Tirto menerbirkan surat kabar mingguan Medan Prijaji dengan menggunakan bahasa Melayu. Ini menjadi surat kabar nasional yang berbahasa Melayu untuk pertama kalinya. Tirto pun mempekerjakan kaum pribumi untuk seluruh karyawannya.
”Sebagai seorang jurnalis yang priayi, aku melawan ketidakadilan dengan menyimpan amarah yang diwariskan para leluhurku: Ario Jipang dan Pangeran Sambernyowo. Mereka bersemayam dalam tubuhku,” ujar Tirto dalam monolog.
Dalam pengasingannya di Lampung, Tirto tetap menuliskan kegetiran hatinya. Tirto menuliskan keadaan masyarakat di Lampung yang masih sama dengan keadaan 50 tahun sebelumnya, tatkala Multatuli dalam Max Havelaar menceritakan Lampung sebagai tempat pembuangan para pemadat dari masa Sultan Banten.
”Kini, aku seakan tak ada bedanya dengan para pemadat itu, diasingkan di sini sebagai pesakitan,” desah Tirto.
Bagi Tirto, Lampung tak ubahnya wilayah lain di bawah penindasan kolonialis Hindia Belanda. Sebagai bangsa terperintah, tetap saja menderita dalam kehinaan dan kemiskinan karena ditindas oleh bangsa yang memerintah.
”Dan aku tak bisa diam,” tandas Tirto.
Kenakalan
Ari Sumitro mengagumi sosok pahlawan Tirto Adhi Soerjo dari sudut kenakalan di masanya menginjak dewasa, masih di usia belasan tahun. Ia menceritakannya dalam suatu wawancara sebelum pementasan.
Seperti dikisahkan di dalam monolognya, ketika Tirto masih menjadi murid STOVIA, dirinya menjadi bujangan yang bangor, nakal. Bagi Tirto, kenakalan itu kenikmatan hidup yang tak boleh dilewatkan. Ia harus dijalani sebagai bagian dari sejarah yang membentuk diri saat dewasa hingga tua.

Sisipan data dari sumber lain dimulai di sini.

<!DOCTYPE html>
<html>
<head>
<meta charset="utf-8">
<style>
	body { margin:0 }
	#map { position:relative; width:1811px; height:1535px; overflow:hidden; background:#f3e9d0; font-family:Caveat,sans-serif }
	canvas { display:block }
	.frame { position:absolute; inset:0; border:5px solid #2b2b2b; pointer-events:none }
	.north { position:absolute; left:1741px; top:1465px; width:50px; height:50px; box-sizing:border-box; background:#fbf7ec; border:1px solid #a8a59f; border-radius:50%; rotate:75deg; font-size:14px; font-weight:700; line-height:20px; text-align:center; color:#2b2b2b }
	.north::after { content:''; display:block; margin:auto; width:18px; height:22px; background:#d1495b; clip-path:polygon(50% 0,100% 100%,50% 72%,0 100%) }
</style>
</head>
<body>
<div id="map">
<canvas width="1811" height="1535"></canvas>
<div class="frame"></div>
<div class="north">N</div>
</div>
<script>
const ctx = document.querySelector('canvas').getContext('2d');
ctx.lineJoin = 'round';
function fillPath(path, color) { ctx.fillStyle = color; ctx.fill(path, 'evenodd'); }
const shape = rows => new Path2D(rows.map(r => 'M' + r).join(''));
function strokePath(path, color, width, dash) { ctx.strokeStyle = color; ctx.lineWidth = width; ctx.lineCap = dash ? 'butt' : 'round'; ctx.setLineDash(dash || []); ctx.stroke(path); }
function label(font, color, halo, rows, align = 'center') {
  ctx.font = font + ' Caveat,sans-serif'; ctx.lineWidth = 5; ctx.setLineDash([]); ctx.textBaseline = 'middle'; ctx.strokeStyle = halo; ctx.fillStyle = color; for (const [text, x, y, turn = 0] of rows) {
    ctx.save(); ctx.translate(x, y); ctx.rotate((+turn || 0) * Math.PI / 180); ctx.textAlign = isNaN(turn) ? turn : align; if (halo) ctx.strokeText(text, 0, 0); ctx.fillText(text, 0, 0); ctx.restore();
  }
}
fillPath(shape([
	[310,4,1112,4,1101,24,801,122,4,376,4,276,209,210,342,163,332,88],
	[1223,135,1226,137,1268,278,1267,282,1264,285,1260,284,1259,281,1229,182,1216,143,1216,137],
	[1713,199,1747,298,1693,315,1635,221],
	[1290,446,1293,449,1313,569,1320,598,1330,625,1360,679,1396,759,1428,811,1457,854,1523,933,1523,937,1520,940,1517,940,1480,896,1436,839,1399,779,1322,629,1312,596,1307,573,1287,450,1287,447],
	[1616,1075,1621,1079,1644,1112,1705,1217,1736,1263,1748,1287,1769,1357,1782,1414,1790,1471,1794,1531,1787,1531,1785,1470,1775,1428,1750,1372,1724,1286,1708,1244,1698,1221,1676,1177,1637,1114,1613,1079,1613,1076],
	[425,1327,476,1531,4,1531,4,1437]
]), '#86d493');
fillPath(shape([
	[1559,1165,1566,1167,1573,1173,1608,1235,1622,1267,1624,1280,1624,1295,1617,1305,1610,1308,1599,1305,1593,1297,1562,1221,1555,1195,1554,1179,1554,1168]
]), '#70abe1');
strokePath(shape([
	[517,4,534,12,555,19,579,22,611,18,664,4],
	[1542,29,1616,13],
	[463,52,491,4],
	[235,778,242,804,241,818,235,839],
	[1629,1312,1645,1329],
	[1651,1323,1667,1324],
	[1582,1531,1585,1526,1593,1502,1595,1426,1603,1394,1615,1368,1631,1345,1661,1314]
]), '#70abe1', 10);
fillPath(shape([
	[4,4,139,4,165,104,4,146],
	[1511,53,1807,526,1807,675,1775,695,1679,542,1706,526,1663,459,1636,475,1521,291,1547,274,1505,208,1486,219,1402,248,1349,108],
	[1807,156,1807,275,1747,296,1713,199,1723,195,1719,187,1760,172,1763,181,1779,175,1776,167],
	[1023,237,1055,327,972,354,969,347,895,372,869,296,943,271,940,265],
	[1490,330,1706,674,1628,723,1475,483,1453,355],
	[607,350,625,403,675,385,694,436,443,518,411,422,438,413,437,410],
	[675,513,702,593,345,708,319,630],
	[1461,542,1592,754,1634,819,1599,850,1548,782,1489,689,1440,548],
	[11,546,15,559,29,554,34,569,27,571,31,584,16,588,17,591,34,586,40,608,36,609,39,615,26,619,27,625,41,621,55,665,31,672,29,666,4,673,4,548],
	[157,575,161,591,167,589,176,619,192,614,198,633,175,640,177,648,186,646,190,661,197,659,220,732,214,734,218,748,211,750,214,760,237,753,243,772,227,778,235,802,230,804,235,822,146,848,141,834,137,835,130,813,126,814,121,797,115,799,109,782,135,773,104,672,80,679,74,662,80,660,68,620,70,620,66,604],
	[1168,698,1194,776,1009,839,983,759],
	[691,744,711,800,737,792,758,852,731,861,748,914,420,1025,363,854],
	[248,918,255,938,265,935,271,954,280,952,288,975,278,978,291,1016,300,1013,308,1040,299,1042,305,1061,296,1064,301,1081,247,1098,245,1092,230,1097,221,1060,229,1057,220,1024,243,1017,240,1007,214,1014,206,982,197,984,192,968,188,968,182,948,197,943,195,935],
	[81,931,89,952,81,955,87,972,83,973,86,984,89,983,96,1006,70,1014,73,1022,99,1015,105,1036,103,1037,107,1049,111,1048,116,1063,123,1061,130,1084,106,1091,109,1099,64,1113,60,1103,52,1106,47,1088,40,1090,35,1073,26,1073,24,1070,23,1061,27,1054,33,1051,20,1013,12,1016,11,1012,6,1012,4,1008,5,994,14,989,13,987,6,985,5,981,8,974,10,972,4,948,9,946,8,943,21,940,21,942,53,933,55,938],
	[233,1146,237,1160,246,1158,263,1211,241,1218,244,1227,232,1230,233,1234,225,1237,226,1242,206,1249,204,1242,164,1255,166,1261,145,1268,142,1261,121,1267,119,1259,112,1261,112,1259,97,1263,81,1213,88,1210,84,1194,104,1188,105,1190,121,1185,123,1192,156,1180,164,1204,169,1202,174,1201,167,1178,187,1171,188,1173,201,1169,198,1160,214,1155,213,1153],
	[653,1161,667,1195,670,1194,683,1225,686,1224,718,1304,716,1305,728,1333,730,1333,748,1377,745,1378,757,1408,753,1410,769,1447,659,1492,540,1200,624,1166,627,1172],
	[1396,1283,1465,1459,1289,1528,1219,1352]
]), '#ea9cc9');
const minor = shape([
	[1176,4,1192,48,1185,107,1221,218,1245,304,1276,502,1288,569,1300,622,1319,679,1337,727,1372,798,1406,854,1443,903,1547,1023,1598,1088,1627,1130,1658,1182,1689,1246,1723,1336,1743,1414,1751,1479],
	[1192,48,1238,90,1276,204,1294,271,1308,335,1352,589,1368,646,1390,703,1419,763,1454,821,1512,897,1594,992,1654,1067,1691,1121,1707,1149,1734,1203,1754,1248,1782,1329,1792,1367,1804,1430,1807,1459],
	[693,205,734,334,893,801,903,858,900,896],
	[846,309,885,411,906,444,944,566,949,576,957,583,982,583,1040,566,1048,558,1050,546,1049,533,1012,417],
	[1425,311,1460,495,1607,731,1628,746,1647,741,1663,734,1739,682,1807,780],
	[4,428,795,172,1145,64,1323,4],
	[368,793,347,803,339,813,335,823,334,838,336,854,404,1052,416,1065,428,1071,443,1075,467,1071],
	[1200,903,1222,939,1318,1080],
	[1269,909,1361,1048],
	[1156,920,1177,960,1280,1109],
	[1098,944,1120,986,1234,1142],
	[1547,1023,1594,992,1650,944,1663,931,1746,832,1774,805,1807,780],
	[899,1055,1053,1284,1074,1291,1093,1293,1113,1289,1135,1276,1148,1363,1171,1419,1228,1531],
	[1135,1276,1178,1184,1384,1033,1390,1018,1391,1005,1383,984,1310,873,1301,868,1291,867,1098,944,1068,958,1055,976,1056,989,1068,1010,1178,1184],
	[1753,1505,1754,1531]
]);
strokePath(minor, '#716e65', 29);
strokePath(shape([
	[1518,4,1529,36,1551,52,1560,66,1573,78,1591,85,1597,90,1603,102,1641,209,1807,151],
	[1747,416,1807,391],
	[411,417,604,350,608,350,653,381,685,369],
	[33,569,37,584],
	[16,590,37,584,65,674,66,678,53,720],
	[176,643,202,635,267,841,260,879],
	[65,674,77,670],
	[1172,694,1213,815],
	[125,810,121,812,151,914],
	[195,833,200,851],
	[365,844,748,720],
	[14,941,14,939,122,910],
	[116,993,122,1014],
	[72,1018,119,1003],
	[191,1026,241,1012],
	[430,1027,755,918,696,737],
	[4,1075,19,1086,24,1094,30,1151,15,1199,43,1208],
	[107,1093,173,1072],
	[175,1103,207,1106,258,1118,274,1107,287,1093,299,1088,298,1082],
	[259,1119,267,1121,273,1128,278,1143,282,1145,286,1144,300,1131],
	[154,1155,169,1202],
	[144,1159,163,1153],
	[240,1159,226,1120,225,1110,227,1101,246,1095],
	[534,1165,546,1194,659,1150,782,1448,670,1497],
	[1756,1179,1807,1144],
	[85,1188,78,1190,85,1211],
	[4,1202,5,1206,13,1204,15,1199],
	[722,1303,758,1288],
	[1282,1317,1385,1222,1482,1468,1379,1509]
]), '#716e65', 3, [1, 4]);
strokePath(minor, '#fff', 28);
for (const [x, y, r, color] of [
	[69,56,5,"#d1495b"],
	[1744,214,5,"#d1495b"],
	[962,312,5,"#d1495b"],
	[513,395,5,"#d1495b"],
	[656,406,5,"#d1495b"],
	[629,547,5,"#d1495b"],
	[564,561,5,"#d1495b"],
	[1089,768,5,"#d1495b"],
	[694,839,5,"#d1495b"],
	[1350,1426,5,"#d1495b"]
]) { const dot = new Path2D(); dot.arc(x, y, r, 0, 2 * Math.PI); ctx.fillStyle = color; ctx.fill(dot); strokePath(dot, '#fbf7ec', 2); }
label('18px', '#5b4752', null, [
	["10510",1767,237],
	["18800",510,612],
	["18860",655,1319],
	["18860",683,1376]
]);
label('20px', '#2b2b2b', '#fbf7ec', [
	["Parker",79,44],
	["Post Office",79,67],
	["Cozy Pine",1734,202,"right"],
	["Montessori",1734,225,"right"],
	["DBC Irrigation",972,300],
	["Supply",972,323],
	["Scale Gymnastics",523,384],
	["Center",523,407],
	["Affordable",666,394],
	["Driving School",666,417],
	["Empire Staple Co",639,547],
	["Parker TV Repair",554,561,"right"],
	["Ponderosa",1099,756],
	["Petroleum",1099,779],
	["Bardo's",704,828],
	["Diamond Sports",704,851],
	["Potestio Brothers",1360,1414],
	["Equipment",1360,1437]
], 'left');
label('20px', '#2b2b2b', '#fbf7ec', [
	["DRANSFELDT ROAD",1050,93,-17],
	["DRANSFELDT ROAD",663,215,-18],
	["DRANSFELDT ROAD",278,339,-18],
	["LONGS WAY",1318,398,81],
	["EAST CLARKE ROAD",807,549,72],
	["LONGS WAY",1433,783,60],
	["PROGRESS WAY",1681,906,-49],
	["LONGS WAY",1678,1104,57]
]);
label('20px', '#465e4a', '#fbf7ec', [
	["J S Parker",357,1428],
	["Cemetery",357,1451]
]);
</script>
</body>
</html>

Mungkin aku murid yang nakal. Ya, aku suka kebebasan. Aku tak suka kungkungan. Aku gemar menulis. Dengan menjadi jurnalis, aku bebas. Kutemukan dunia tulis-menulis yang menjamin kebebasan itu.

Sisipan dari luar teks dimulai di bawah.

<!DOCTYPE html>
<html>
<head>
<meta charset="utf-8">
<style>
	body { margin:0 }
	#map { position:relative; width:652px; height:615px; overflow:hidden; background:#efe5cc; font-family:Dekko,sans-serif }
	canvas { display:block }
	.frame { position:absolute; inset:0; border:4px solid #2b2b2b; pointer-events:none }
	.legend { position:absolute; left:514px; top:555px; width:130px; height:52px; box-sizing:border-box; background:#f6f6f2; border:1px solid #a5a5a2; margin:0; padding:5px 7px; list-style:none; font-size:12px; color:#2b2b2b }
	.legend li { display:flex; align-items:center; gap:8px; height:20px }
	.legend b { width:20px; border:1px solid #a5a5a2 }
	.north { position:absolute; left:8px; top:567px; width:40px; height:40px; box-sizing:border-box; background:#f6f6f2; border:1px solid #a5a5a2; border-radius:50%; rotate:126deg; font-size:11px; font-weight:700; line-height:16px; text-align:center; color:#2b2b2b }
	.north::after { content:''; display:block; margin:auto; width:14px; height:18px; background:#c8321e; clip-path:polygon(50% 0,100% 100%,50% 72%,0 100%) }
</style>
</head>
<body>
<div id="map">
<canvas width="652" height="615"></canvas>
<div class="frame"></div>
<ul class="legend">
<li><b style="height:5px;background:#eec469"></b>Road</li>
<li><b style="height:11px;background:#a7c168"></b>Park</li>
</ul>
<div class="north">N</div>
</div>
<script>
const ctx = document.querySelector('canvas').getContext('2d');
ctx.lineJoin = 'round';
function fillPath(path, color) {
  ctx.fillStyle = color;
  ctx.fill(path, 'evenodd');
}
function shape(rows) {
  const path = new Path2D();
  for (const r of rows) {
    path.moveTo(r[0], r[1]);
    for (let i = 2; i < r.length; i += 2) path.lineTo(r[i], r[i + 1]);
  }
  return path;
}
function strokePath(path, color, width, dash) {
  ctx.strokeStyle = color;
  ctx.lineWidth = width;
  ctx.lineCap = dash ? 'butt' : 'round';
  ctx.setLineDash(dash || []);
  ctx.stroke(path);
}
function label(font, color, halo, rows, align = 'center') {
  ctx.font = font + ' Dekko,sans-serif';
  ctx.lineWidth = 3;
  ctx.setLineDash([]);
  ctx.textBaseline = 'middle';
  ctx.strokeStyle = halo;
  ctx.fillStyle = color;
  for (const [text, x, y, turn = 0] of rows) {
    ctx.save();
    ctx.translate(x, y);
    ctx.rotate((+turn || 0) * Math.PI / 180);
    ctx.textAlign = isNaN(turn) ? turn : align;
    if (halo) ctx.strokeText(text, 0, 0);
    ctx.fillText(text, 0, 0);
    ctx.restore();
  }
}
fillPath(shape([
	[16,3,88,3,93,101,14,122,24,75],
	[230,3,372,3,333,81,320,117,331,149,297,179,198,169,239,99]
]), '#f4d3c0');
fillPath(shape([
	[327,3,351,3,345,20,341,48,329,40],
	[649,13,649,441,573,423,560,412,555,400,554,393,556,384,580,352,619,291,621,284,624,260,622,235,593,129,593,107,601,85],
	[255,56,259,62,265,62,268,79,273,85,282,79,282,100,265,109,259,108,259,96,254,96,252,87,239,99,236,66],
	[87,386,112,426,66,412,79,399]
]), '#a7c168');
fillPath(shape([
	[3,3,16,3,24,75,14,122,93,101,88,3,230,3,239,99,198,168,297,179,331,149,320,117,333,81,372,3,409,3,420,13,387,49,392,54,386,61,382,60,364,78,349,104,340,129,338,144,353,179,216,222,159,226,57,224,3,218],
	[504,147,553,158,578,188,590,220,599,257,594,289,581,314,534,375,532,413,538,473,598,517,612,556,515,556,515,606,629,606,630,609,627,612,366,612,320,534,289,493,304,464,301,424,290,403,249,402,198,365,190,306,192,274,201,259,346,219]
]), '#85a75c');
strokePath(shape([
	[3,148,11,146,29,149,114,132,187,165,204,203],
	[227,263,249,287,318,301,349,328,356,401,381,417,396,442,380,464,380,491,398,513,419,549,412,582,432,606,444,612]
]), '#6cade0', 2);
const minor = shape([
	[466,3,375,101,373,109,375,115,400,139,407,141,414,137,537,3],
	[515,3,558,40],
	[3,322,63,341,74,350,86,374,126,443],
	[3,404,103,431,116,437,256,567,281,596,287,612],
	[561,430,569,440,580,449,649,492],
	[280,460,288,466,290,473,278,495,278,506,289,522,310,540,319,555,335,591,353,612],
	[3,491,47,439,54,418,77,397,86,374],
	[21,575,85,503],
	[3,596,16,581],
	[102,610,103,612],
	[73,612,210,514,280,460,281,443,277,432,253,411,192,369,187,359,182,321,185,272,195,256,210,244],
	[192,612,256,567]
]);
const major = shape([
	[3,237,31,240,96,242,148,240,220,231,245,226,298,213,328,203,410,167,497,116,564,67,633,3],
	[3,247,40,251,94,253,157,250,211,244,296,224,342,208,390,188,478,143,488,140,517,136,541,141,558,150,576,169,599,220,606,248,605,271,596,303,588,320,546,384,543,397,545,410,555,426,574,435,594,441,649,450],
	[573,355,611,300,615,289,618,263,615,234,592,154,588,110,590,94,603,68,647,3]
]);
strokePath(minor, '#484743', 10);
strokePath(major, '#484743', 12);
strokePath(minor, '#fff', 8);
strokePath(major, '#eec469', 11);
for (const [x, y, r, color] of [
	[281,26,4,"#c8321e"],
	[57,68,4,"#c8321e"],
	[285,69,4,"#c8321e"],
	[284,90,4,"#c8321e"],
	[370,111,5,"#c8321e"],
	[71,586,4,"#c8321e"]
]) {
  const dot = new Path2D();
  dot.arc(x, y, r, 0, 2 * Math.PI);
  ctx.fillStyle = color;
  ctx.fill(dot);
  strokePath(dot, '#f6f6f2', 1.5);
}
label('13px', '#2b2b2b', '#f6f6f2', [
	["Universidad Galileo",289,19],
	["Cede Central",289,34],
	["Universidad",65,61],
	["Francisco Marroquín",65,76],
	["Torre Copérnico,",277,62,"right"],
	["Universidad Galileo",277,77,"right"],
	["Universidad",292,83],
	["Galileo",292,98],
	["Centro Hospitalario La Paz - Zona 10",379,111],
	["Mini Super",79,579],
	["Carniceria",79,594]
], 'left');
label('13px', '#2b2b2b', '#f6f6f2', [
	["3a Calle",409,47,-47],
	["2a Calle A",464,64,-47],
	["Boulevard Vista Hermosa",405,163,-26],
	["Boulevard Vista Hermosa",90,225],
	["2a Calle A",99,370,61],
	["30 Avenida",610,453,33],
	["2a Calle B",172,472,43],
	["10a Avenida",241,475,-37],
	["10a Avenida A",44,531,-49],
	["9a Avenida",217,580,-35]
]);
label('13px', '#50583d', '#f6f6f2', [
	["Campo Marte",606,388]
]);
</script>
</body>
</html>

Tirto mengisahkan, memilih sekolah dokter STOVIA bukan untuk menjadi calon pegawai pemerintah. Pegawai pemerintah sama saja memiliki pekerjaan memerintah, yang justru sering memeras masyarakat.
Menurut Putu Fajar Arcana, tidak cukup data sejarah untuk menyatakan sebab-musabab Tirto dikeluarkan dari STOVIA. Apakah terkait dengan kenakalannya terhadap perempuan? Entahlah.

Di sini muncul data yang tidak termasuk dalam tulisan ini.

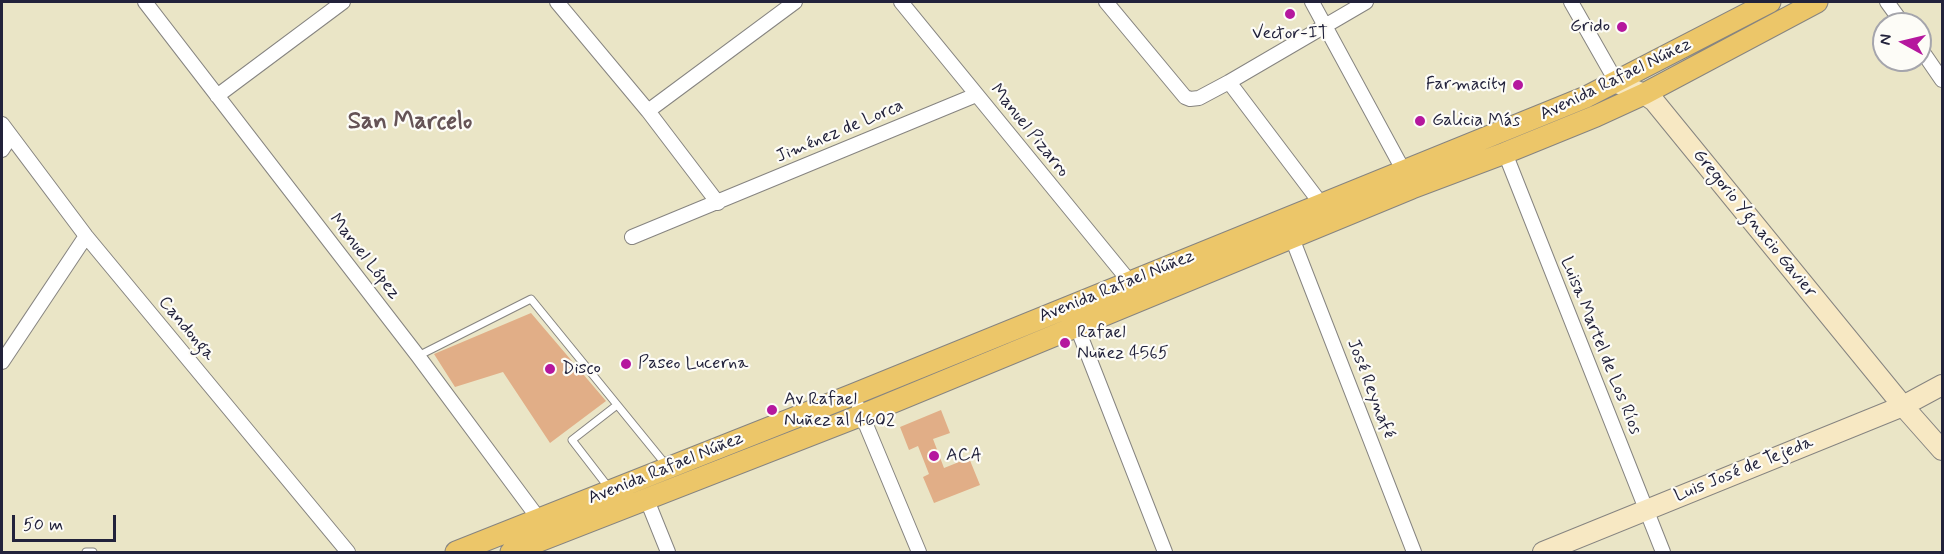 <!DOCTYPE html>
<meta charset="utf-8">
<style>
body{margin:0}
#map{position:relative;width:1944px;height:554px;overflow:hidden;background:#eae5c6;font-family:Mynerve,sans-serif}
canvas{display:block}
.frame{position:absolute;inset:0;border:3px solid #22223b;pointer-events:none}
.north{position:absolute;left:1872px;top:12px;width:60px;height:60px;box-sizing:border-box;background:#fdfcf7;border:2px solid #a5a5ac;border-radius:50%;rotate:278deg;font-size:16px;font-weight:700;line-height:24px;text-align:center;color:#22223b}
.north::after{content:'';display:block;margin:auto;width:21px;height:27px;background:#b5179e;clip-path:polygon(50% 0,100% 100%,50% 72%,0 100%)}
.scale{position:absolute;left:12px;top:515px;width:104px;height:27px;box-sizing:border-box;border:3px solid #22223b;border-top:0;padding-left:8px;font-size:18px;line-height:21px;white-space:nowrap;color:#22223b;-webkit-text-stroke:4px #fdfcf7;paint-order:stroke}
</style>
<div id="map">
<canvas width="1944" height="554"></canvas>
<div class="frame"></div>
<div class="north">N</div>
<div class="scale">50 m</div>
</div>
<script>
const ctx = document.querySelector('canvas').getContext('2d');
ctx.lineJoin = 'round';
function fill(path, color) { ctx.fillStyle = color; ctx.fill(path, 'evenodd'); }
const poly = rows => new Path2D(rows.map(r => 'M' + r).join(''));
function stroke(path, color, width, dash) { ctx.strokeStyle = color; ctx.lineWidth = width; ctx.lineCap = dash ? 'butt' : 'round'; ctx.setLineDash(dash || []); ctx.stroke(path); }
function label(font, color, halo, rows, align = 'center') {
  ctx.font = font + ' Mynerve,sans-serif'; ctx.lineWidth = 4.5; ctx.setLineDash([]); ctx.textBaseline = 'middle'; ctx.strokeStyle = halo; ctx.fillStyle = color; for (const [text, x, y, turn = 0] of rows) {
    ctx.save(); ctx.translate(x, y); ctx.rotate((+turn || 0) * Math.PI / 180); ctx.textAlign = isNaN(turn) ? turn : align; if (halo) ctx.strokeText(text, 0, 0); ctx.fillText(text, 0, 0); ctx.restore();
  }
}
const building = poly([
 [531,313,606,401,550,443,503,372,455,387,434,354],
 [941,410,950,433,933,439,944,468,969,458,980,485,934,503,923,477,929,474,918,446,909,450,900,427]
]);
const lane = poly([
 [418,356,531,299,667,466],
 [609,488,572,440,617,405],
 [86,552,93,552]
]);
const street = poly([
 [145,2,418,356,533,511,541,527],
 [557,2,648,111,718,203],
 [901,2,1130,282],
 [1106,2,1185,97,1190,99,1199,98,1229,82,1366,2],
 [1312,2,1407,177],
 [1571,2,1617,83],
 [1887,2,1903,24],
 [1920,48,1942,80],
 [1229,82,1322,205],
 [217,96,343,2],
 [648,111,795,2],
 [2,124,86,236,348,552],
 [2,150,11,136],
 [1505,153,1663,552],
 [632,237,976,95],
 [1292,238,1414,552],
 [1077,327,1165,552],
 [2,362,86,236],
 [859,408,919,552],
 [647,500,668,552]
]);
const secondary = poly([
 [1617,83,1644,94,1654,101,1903,406,1942,450],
 [1543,552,1903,406,1942,385]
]);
const primary = poly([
 [456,552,852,395,1586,97,1770,2],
 [511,552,862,415,1412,188,1505,153,1596,116,1644,94,1817,2]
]);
const markers = [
 [1290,14,6,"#b5179e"],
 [1622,27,6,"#b5179e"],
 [1518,85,6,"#b5179e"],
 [1420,121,6,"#b5179e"],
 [1065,343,6,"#b5179e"],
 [626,364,6,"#b5179e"],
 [550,369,6,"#b5179e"],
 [772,410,6,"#b5179e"],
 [934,456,6,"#b5179e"]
];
const poiNames = [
 ["Grido",1610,27,"right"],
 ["Vector-IT",1290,34,"center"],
 ["Farmacity",1506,85,"right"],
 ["Galicia Más",1432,121],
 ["Rafael",1077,333],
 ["Nuñez 4565",1077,354],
 ["Paseo Lucerna",638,364],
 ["Disco",562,369],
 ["Av Rafael",784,400],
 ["Nuñez al 4602",784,421],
 ["ACA",946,456]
];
const streetNames = [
 ["Avenida Rafael Núñez",1616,80,-26],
 ["Manuel Pizarro",1029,131,51],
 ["Jiménez de Lorca",840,132,-23],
 ["Gregorio Ygnacio Gavier",1754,224,51],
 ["Manuel López",364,257,52],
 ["Avenida Rafael Núñez",1117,287,-22],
 ["Candonga",186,329,50],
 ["Luisa Martel de Los Ríos",1600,346,68],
 ["José Reynafé",1370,389,69],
 ["Avenida Rafael Núñez",666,469,-22],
 ["Luis José de Tejeda",1744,470,-22]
];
const districtNames = [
 ["San Marcelo",410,123]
];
fill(building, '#e1ae87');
stroke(lane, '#868480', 9);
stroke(street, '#868480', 16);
stroke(secondary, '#868480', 22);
stroke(primary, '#868480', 23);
stroke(lane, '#fff', 7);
stroke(street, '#fff', 14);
stroke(secondary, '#f7e8c3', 20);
stroke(primary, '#ecc669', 21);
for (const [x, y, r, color] of markers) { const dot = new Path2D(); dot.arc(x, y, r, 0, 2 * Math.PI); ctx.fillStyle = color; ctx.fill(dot); stroke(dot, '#fdfcf7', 2); }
label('18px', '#22223b', '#fdfcf7', poiNames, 'left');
label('18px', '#22223b', '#fdfcf7', streetNames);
label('bold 24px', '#655356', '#fdfcf7', districtNames);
</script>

Ibed hanya menuliskan, ”Mungkin aku murid yang nakal. Ya, aku suka kebebasan. Aku tak suka kungkungan. Aku gemar menulis. Dengan menjadi jurnalis, aku bebas. Kutemukan dunia tulis-menulis yang menjamin kebebasan itu.”
Lanjut Ibed, ”Walaupun gagal mengabdikan diri sebagai dokter, sebagai jurnalis aku bisa mengobati penderitaan demi penderitaan masyarakat sebagai kaum yang terperintah.”
Menyinggung ketertarikan terhadap perempuan, Ibed menuliskan tentang surat kabar Poetri Hindia yang pernah diterbitkan Tirto. Ini menjadi surat kabar perjuangan perempuan yang memperoleh penghargaan dari Ibu Suri Emma, Ibunda Sri Ratu Wilhelmina di Belanda.
Inspirasi menerbitkan Poetri Hindia datang dari kenakalan masa remaja Tirto terhadap perempuan. Ia menyebut dirinya sebagai penjelajah yang bergaul bukan hanya dengan para gadis, melainkan juga dengan nona-nona Eropa, para nyai, bahkan dengan janda seorang jaksa.
Masa kecil Tirto juga dikisahkan. Melalui peran seorang bocah bernama Antasena, masa kecil Tirto dalam pengasuhan nenek Raden Ayu Tirtonoto dikenangkan kembali. Dari neneknya itulah Tirto mewarisi keberanian dan kegigihan. Akan tetapi, tidak hanya menghujat kaum kolonialis, Tirto bahkan mengagumi Gubernur Jenderal van Heutsz, sosok bertangan besi yang mengurangi kekuasaan para priayi dan memasukkan hukum positif yang bisa dipegang semua golongan.
Dalam perjuangannya melalui kebenaran pers di masanya, Tirto Adhi Soerjo menjadi refleksi bagi beragam media pada masa kini. Pers bagi Tirto bukan hanya sekadar mengabarkan.